New Economic Development could benefit school district

Photo by Tyler Bennett Jesse Roush, Executive Director of the Southeastern Ohio Port Authority, speaks during the Fort Frye Local Schools Board of Education meeting on Thursday evening.

BEVERLY — The Fort Frye Local Schools Board of Education listened to information regarding a potential new economic development in the region and how it could benefit the Fort Frye school district Thursday evening.

The school board heard from Jesse Roush, Executive Director of the Southeastern Ohio Port Authority regarding a partnership between SEOPA and Belpre Industrial Parkersburg Railroad which recently bought the former American Electric Power Muskingum River Power Plant in Washington County.

Covering 165 acres of the former facility, the property is in two counties, Washington and Morgan.

SEOPA is a public-private partnership receiving an annual appropriation from Washington County, along with contributions from businesses and individuals, which help fund its economic development efforts. SEOPA focuses primarily on on-site and infrastructure development to attract and retain businesses and jobs, along with conduit financing, and advocacy on behalf of the county, Roush said.

The former AEP site offers the potential to have one large development project, but Roush is hoping to have five separate projects. Those included a transloading area that will store bulk fertilizer and lime or logs and lumber depending on the season.

Another is a 15-acre project that will be a methanol producer and will produce 20 to 25 jobs.

Roush is asking for a two-year, 100 percent tax abatement on the property in the school district. He said it’s not necessarily a business attraction mechanism, but as a “help me, help you” mechanism as getting this project off the ground and running will make the area in the school district more appealing for the new business.

“Every penny I spent on real estate taxes while we own this property, it’s money I can’t put back in that property.

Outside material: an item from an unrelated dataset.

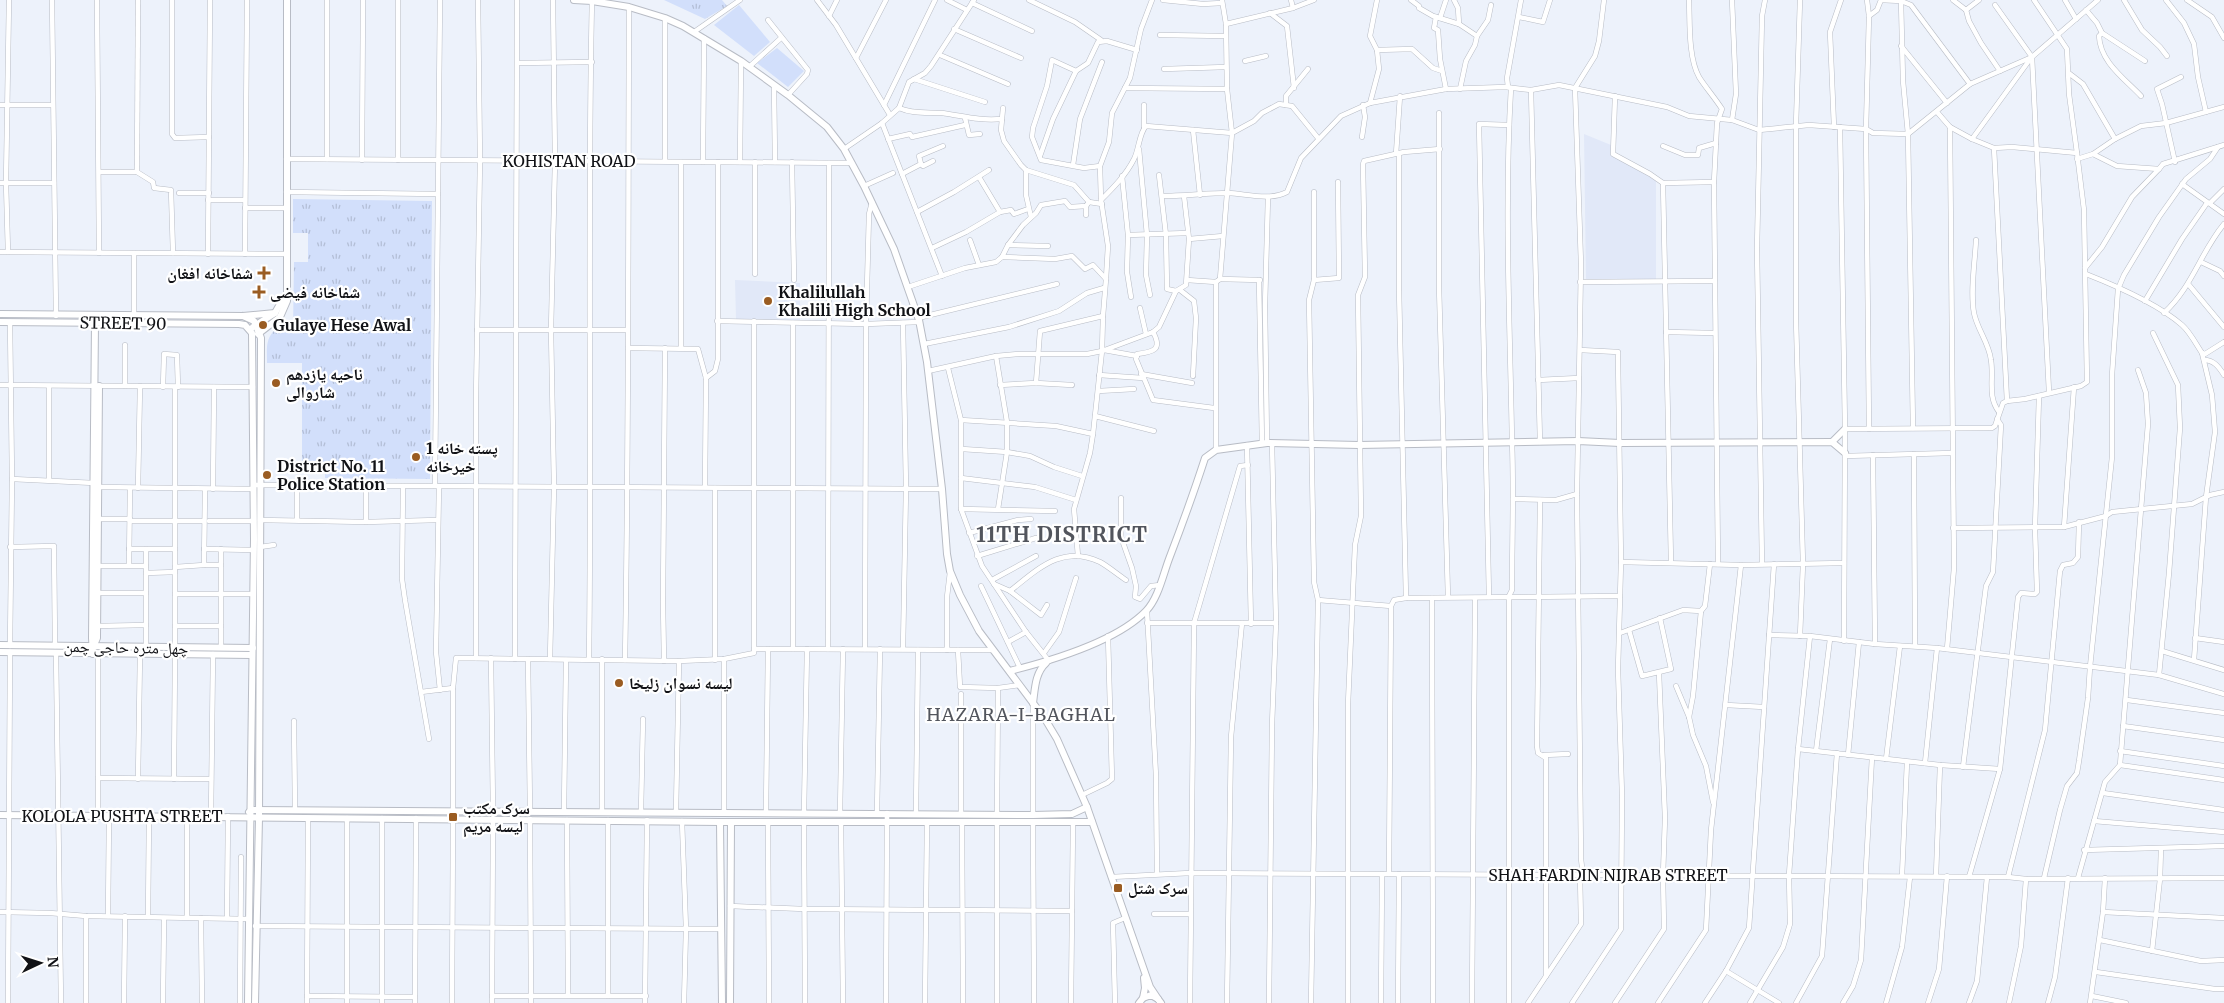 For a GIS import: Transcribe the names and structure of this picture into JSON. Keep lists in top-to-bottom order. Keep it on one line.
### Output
{"streets":{"main road":["STREET 90","چهل متره حاجی چمن","KOLOLA PUSHTA STREET"],"street":["KOHISTAN ROAD","SHAH FARDIN NIJRAB STREET"]},"districts":["11TH DISTRICT","HAZARA-I-BAGHAL"],"places":{"health":["شفاخانه افغان","شفاخانه فیضی"],"other":["Khalilullah Khalili High School","Gulaye Hese Awal","ناحیه یازدهم شاروالی","1 پسته خانه خیرخانه","District No. 11 Police Station","لیسه نسوان زلیخا"],"transit":["سرک مکتب لیسه مریم","سرک شتل"]},"north":"right"}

That two-year window is probably what it’s going to take us to actually land a project that starts to pay us money and starts to pay their own real estate taxes,” Roush said. “This is the type of facility in this community and the Wolf Creek community that they don’t have to go to Columbus or Cleveland or somewhere else to find these types of jobs.”

When asked by Board vice president Lloyd Booth why he is asking for a two-year abatement and not five or 10 years, Roush said his focus on the project is short-term and he just trying to get the project started.

Fort Frye Superintendent Stephanie Starcher said it is important the school district pursue economic development in the region.

“I think Fort Frye will do what we can to help the Port Authority in this venture and consider the tax abatement or whatever type of legal arrangement that they might propose,” Starcher said. “We definitely should consider that because we know that it would benefit our region, our community as well as be a source of tax for the district as well.”

The board unanimously approved a motion to adopt and purchase the “Big Ideas Learning” curriculum (grade K-5) program for six years in the amount of $49,423.50 through Cengage Learning Products. The approval to purchase 430 Chromebooks from SHI in the amount of $107,693.50 for the 2021-2022 school year also passed unanimously.

Starcher said the district’s five-year contract will expire after this school year and will need up-to-date Chromebooks to continue using the program.

The next BOE meeting will be on March 18, at Salem-Liberty Elementary School.